Miller Behavioral Style Scale (MBSS) is a commonly used 32-item measure to assess the information-seeking styles of individuals under threat. The scale consists of four hypothetical threat-evoking scenarios (1. fear of having dental work done; 2. kidnapped by a group of terrorist militants; 3. in danger of losing the job; 4. technical problems with the flight); each of which has eight corresponding potential coping responses, including 4 monitoring responses (e.g., "I would watch all the dentist's movements and listen for the sound of the drill") and 4 blunting responses (e.g., "I would try to think about pleasant memories"). There are totally 16 monitoring responses and 16 blunting responses, which constitute the Monitoring sub-scale and Blunting sub-scale respectively. With the permission of the original author of the scale, a 5-point Likert scale ranging from 1 “strongly unlikely” to 5 “strongly likely” was used for items scoring instead of the original dichotomous one, which allowed participants to give more varied and appropriate answers than dichotomous answers [20, 22]. The participants were asked to indicate the score that would apply to them for each response [12]. It is suggested by the original author that the Monitoring sub-scale and Blunting sub-scale can be used as separate scales and three scores can be derived from the C-MBSS questionnaire: (1) the total Monitoring sub-scale score ranging from 16 to 80; (2) the total Blunting sub-scale score ranging from 16 to 80; or (3) Monitoring minus Blunting ranging from 64 to − 64. Although individuals can be categorized into monitors or blunters by employing a median- or mean-split procedure on each of the three scores [20], it is the Monitoring sub-scale that is often used independently to identify individual’s information-seeking styles, with the score above the median being labeled as monitors and below the median score being labeled as blunters [12, 22]. Beyond that, demographic information including gender, age, nationality, occupation, educational background, diagnosis, type of operation etc. were also collected using a self-made demographic questionnaire.

Translation procedure

With the written permission of the original author to use the MBSS, we translated the scale followed the forward-back-translation procedure [23]. Firstly, two native Chinese speakers with proficiency in English translated the scale into Mandarin Chinese. One translator is a nurse with master degree who studied in Ireland for one year; the other is an English linguistics scientist who had experiences of staying in London for two years. The two translated versions were selected and merged into a single version by the two translators.

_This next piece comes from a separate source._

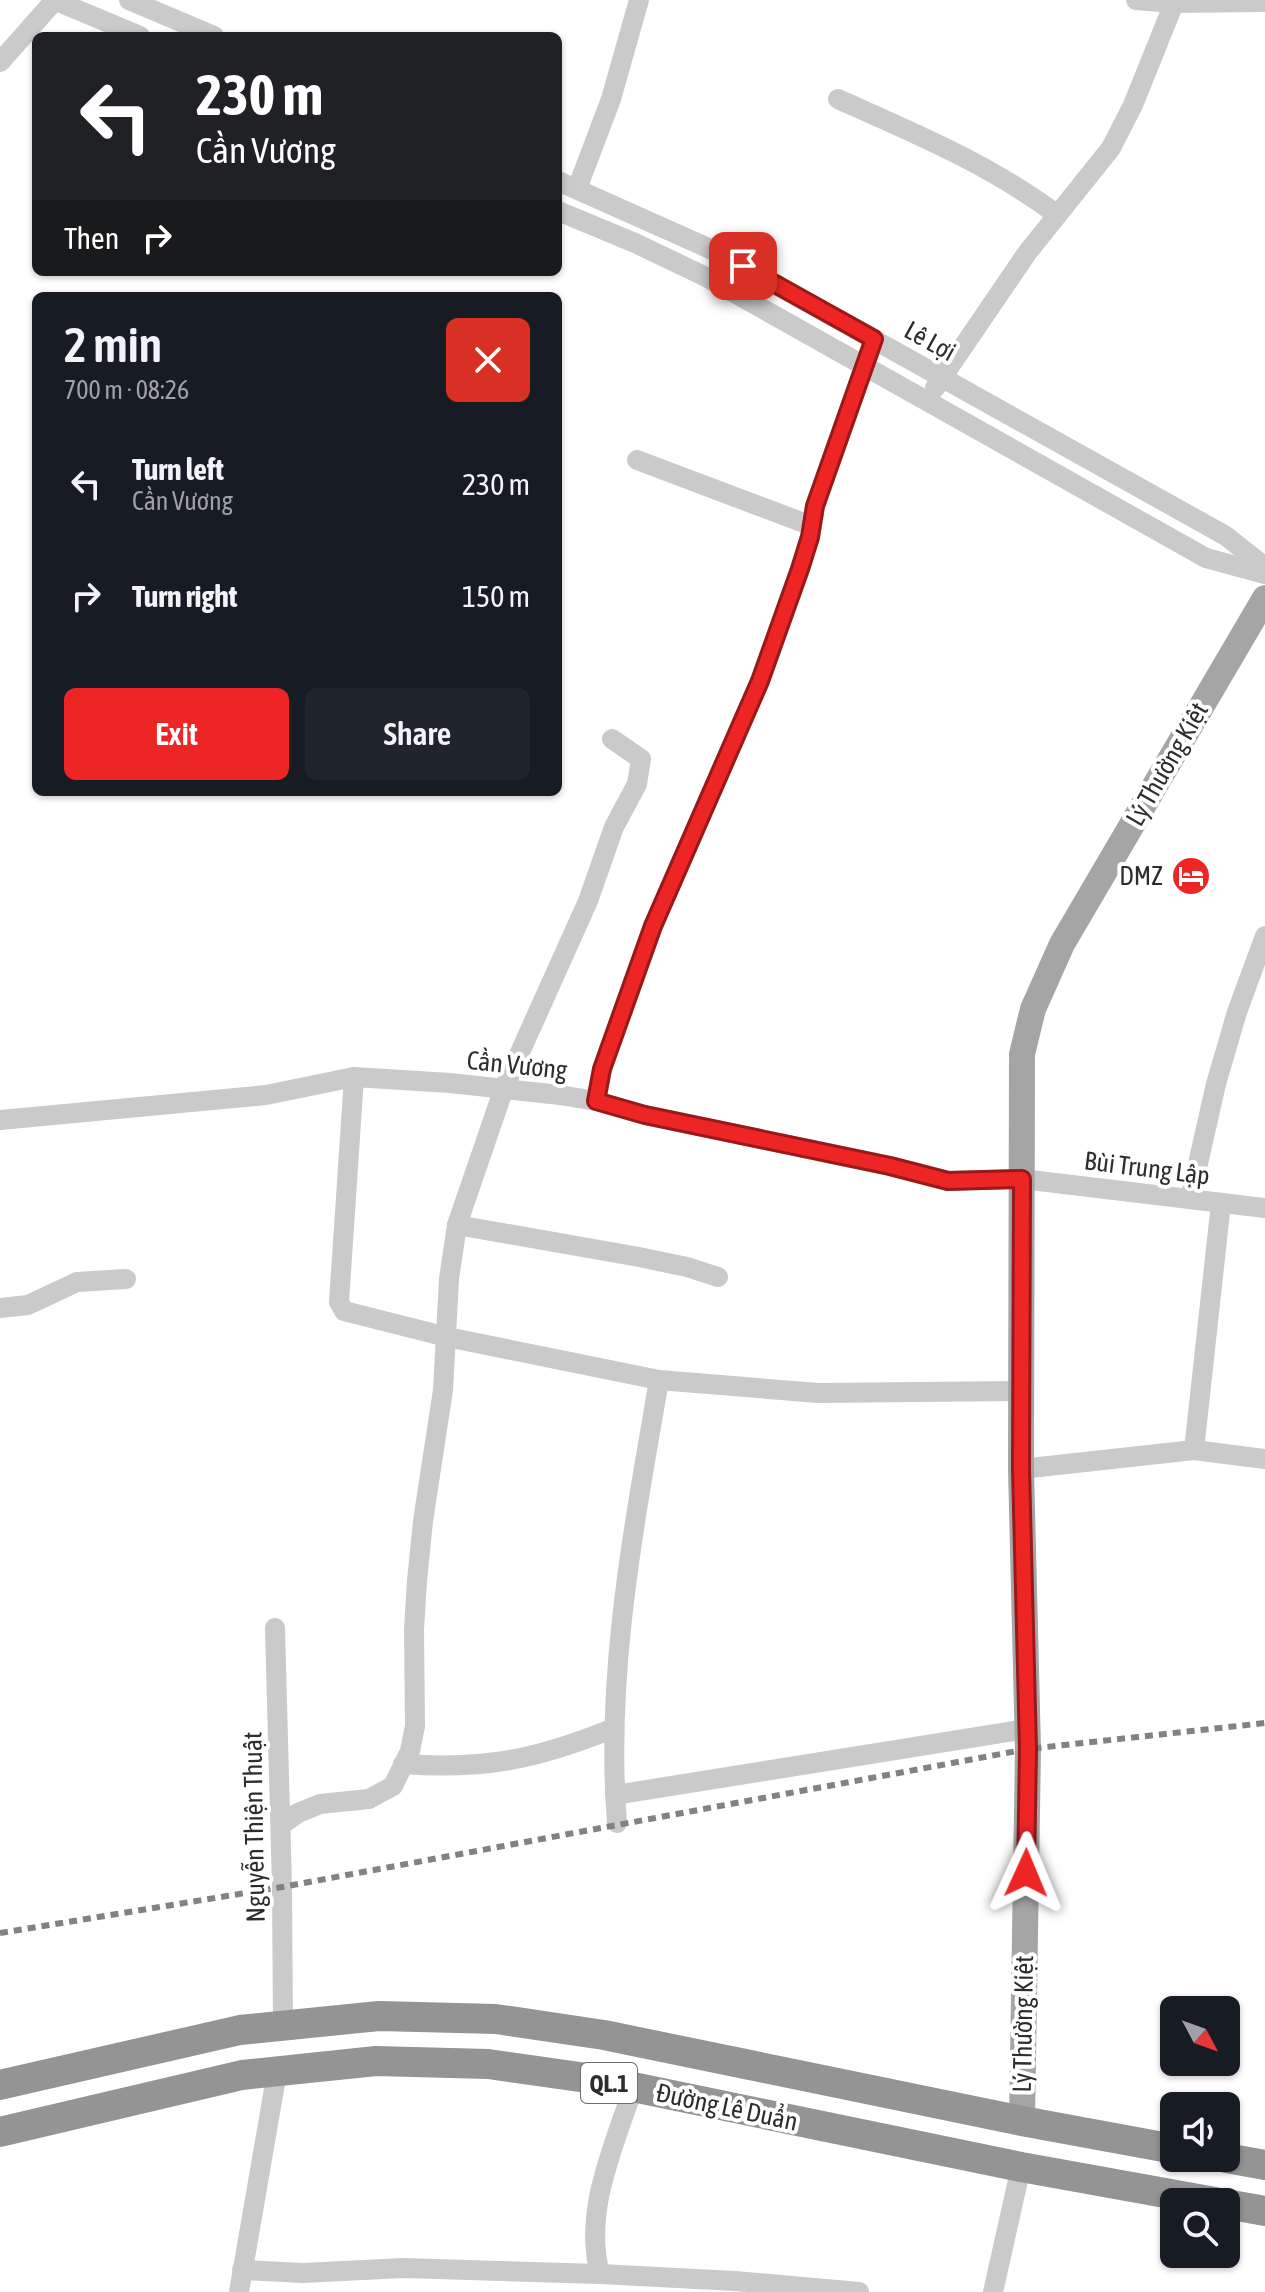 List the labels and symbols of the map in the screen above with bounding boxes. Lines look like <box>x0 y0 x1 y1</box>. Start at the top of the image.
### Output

Secondly, two bilingual translators translated the Chinese version back to English. Translators were Chinese scholars who had worked in the USA for 10 years and were unaware of the research. The two English versions were selected and merged into a single version by the two translators. Semantic equivalence was conducted between the translation and the original version by an English native speaker. Thirdly, an expert committee composed of a psychiatrist, an English linguistics scientist and two nurses conducted cultural adaptation of the Chinese version to form a pre-final scale.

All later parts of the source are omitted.